▸ EXERCISE GOAL
For the entries below, report every line that includes the word "align".

══ THE INPUT

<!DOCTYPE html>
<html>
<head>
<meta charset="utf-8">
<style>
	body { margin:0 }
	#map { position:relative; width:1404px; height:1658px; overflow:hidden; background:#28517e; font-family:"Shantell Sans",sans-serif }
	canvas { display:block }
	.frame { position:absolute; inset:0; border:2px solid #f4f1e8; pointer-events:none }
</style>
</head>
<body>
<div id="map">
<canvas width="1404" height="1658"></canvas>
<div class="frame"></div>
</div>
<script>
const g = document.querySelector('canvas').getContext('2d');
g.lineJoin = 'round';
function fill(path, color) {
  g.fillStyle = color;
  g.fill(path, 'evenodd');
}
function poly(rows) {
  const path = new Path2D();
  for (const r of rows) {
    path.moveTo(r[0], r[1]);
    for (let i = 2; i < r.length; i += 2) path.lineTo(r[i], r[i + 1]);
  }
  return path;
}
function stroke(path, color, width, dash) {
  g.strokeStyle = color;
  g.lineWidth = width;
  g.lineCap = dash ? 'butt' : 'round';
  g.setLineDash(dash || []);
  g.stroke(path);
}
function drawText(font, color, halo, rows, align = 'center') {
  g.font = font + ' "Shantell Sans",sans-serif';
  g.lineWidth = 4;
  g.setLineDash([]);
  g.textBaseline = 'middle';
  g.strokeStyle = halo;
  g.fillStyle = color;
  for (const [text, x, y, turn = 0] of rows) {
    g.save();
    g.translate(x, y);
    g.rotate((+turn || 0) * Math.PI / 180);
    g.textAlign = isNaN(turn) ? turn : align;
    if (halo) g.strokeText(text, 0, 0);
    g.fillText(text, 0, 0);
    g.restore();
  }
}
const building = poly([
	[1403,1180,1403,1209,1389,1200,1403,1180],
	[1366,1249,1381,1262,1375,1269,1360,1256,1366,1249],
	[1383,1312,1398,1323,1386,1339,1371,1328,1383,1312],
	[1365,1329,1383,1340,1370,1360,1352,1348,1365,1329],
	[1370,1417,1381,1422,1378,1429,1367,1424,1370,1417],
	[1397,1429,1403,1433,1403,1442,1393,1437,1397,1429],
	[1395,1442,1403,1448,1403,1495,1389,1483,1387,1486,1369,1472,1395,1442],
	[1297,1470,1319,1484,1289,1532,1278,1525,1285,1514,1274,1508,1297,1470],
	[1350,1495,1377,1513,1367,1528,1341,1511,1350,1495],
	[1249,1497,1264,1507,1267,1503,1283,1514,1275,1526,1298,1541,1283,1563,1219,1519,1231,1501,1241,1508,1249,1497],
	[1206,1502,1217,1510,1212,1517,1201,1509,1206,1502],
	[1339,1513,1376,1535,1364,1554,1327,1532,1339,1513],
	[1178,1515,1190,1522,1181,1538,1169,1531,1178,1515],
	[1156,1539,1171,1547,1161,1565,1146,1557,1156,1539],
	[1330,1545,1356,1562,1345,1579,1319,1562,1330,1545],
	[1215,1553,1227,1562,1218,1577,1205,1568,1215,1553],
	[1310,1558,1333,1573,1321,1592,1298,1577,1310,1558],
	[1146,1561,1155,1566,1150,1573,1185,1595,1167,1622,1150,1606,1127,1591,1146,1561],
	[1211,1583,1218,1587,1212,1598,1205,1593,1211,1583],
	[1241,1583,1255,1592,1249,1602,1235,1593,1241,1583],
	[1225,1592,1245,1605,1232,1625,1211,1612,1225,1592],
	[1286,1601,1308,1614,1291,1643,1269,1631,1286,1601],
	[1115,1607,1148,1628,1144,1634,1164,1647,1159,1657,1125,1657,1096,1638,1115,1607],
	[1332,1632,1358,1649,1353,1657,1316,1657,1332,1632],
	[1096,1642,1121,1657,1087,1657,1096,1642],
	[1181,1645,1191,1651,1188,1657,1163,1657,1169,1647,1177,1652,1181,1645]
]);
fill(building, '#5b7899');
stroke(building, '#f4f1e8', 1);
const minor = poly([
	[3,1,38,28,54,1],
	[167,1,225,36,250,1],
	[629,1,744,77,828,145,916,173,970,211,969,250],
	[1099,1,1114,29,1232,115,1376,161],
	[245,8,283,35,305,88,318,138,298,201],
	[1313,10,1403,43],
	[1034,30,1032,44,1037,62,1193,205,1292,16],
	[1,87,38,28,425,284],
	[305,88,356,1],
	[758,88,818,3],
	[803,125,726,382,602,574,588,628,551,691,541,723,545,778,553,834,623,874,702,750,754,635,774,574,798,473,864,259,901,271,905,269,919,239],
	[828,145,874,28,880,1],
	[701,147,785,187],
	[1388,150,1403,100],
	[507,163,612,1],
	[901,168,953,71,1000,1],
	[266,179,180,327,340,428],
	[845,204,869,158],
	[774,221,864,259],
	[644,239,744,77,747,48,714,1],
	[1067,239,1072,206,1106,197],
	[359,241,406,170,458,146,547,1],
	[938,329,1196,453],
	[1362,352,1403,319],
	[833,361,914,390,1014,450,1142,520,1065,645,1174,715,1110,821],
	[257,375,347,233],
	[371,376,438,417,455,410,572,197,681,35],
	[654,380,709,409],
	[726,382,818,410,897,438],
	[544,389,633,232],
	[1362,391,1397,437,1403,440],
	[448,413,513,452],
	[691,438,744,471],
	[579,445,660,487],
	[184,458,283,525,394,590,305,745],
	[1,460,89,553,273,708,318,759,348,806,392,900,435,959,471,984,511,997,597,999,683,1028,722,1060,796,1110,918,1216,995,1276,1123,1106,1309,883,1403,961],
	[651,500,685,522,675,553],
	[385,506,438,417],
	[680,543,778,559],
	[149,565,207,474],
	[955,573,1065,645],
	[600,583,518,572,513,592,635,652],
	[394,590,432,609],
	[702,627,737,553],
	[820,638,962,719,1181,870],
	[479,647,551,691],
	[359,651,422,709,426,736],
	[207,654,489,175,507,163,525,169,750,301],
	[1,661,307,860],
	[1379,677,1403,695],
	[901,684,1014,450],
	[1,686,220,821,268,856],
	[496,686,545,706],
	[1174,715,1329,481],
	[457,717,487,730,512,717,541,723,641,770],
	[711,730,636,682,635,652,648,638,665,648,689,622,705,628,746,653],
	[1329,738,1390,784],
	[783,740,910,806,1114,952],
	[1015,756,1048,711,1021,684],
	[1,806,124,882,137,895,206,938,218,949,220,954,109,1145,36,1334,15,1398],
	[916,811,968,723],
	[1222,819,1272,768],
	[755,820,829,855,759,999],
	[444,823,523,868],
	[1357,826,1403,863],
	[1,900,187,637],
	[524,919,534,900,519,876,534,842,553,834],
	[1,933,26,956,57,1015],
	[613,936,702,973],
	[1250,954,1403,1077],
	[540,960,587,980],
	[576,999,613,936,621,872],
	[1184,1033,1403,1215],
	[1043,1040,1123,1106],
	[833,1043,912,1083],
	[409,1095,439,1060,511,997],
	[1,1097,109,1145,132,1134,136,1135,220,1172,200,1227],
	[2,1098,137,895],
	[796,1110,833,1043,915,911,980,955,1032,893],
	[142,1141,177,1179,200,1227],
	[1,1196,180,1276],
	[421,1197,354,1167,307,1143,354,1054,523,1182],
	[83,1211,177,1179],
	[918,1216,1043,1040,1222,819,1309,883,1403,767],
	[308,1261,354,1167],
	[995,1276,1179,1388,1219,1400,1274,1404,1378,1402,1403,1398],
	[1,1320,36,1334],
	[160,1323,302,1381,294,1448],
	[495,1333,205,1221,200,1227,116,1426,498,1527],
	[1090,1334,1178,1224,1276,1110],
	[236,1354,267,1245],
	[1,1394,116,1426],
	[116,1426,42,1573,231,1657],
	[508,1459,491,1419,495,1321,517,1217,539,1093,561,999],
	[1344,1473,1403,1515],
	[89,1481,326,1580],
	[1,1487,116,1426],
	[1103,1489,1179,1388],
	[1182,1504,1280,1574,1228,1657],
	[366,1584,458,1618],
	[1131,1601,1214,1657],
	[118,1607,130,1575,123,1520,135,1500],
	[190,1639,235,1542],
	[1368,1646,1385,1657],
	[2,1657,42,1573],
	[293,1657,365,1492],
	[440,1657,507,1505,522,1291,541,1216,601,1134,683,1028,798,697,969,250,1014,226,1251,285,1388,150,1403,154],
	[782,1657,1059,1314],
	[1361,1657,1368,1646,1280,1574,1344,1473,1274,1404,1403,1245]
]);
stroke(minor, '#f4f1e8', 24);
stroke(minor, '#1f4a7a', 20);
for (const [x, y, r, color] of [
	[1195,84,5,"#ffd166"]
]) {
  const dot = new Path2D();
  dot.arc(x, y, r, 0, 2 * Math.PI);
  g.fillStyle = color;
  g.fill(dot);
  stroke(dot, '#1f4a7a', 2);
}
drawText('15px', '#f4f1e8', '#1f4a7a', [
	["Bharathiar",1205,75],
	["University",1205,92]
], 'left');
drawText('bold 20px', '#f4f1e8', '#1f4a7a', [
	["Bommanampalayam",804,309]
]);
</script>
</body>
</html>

════

▸ OUTPUT OF THE TASK
function drawText(font, color, halo, rows, align = 'center') {
    g.textAlign = isNaN(turn) ? turn : align;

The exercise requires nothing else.